I think at The Club she was always aware of people watching her, probably more so than a slave would be. Now she just got lost in what she was saying and she ate the oysters and drank the beer just like I thought she would, sensuously and enjoying every morsel, every drop.

By ten o'clock I was deliriously high, that kind of high you only get from beer, and when you haven't had anything to drink for a while.

We were in the crowded dining room under the glaring lights and everybody was talking loudly and she was buttering the bread and going on rapidly and easily all about her one big side trip, this plantation house out in the country that she went in by herself when she rented a car and drove to Saint Jacques Parish alone not knowing how she had managed to do it.

She just wanted to see the old ruined house and there was nobody to go with so she went by herself. She talked about this powerless feeling she'd always had, even in California where she grew up, that she couldn't do anything unless there was somebody with her, and how this was one city where for some reason she didn't have it. She did things by herself. I wondered if the noisiness of the dining room wasn't helping both of us. She was beautifully animated and her neck and her hands were extraordinarily graceful and the dress made all these shadows in the right places in the glare of the lights.

And then came the barbecue shrimp, which was nothing short of fantastic, and she started in at once.

I don't think I could love a woman that couldn't eat this barbecue shrimp.

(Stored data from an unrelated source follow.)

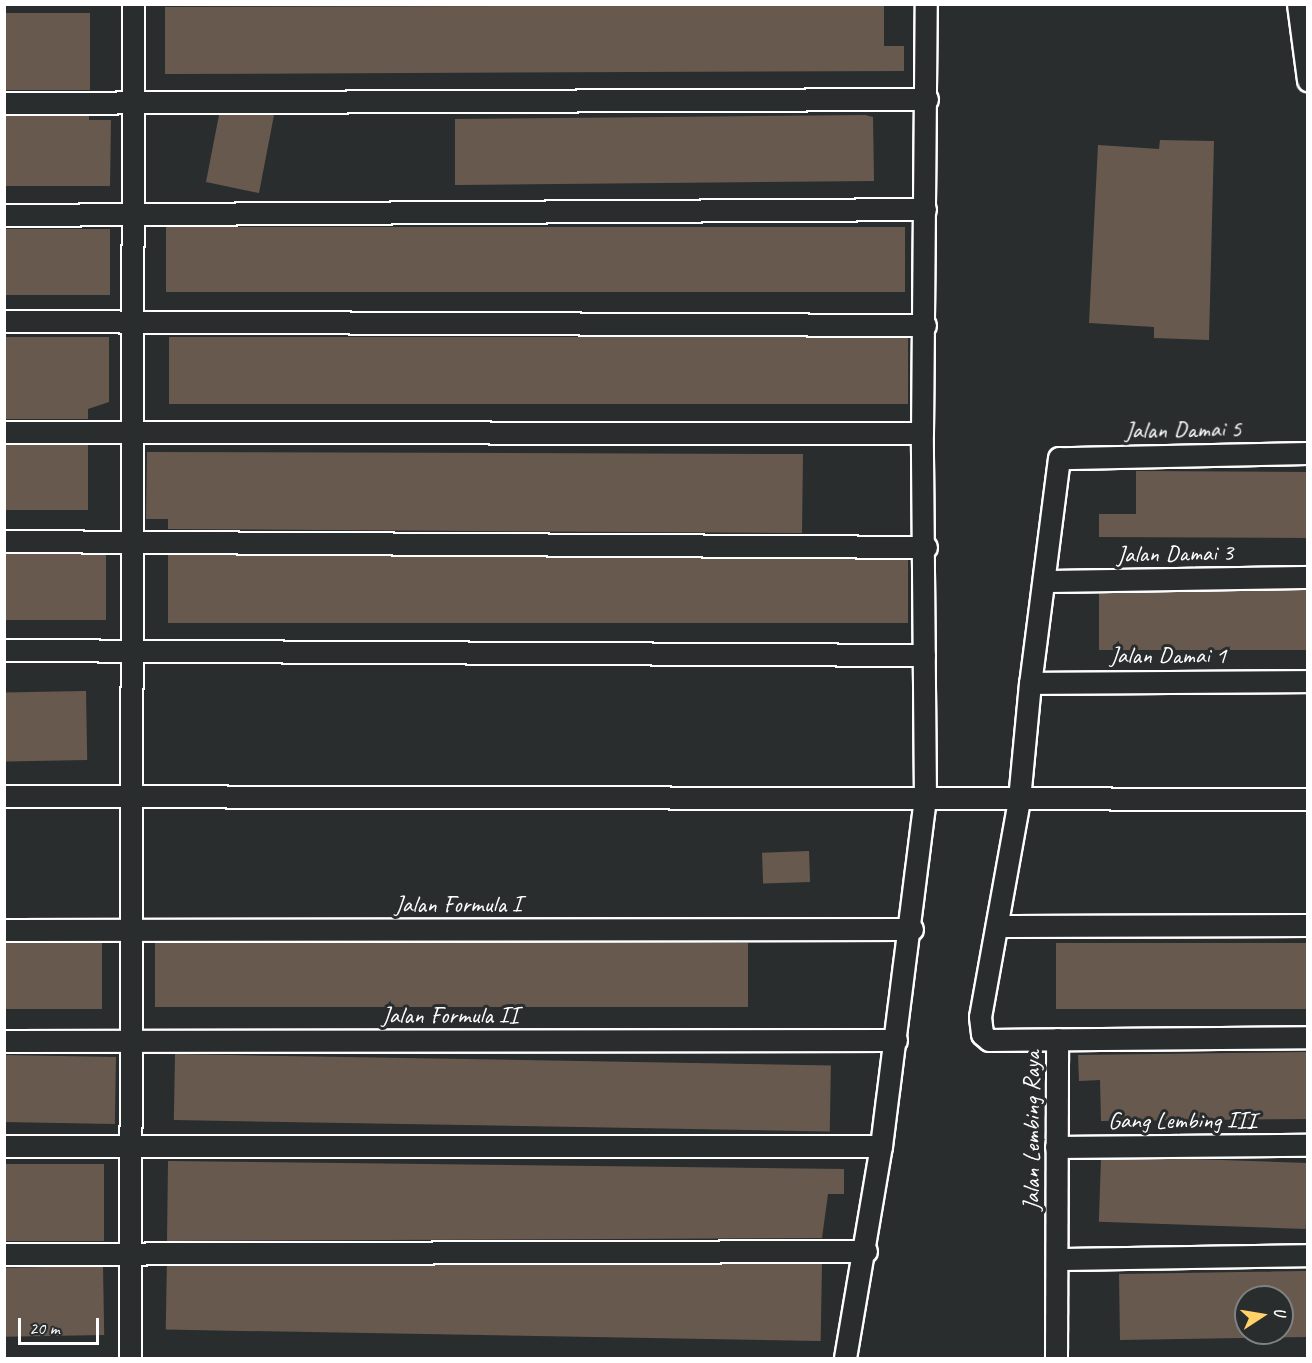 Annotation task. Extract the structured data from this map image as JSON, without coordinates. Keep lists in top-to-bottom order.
{
  "streets": {
    "street": [
      "Jalan Damai 5",
      "Jalan Damai 3",
      "Jalan Damai 1",
      "Jalan Formula I",
      "Jalan Formula II",
      "Gang Lembing III",
      "Jalan Lembing Raya"
    ]
  },
  "crossings": [
    ["Jalan Damai 5", "Jalan Lembing Raya"],
    ["Jalan Damai 3", "Jalan Lembing Raya"],
    ["Jalan Damai 1", "Jalan Lembing Raya"],
    ["Gang Lembing III", "Jalan Lembing Raya"]
  ],
  "scale_bar": "20 m",
  "north": "right"
}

First of all the dish isn't barbecued at all. It's a mess of giant whole shrimp, with their heads on, baked in the oven in a deep dish of peppery marinade. They bring it to the table just like that and you tear off the heads of the shrimp and peel them and eat them with your fingers. It turns you into a gourmet, then a gourmand, and then a barbarian. You can enjoy it with white wine or red, it's so peppery, but the best way is with beer, she agreed with me, and we had three more Heinekens each and dipped the french bread in the marinade and cleaned up both the dishes when we were finished. I wanted some more.

"I'm really starving," I said. "I haven't had anything but slop since I went to prison. I saw what the members were eating. Why do you have to feed the slaves such slop?"

She laughed out loud.

"To keep your mind focused on sex," she said. "Sex has got to be the only pleasure you have. We can't have you looking forward to dinner, you know, when you're supposed to be making love to a new member in Bungalow One. And don't call it prison. It's supposed to be heaven."

"Or hell anyway," I said laughing. "I've always wondered how we masochists that managed to get saved would ever explain to the angels that we would rather be tormented by a couple of devils, you know, I mean, if it's supposed to be heaven and there are no devils, then it's really going to be hell."

That really broke her up. Next best thing to making a woman come is making her laugh.

I ordered another dish of shrimp and we both dug into it. And by this time the dining room was thinning out. In fact, we were closing down Manale's and I was doing all the talking about photographing New Orleans and the way it should and shouldn't be done, and then she started asking me how I got into photography, when I had the Ph.D. in English and what they had to do with each other, the Ph.D. and photography.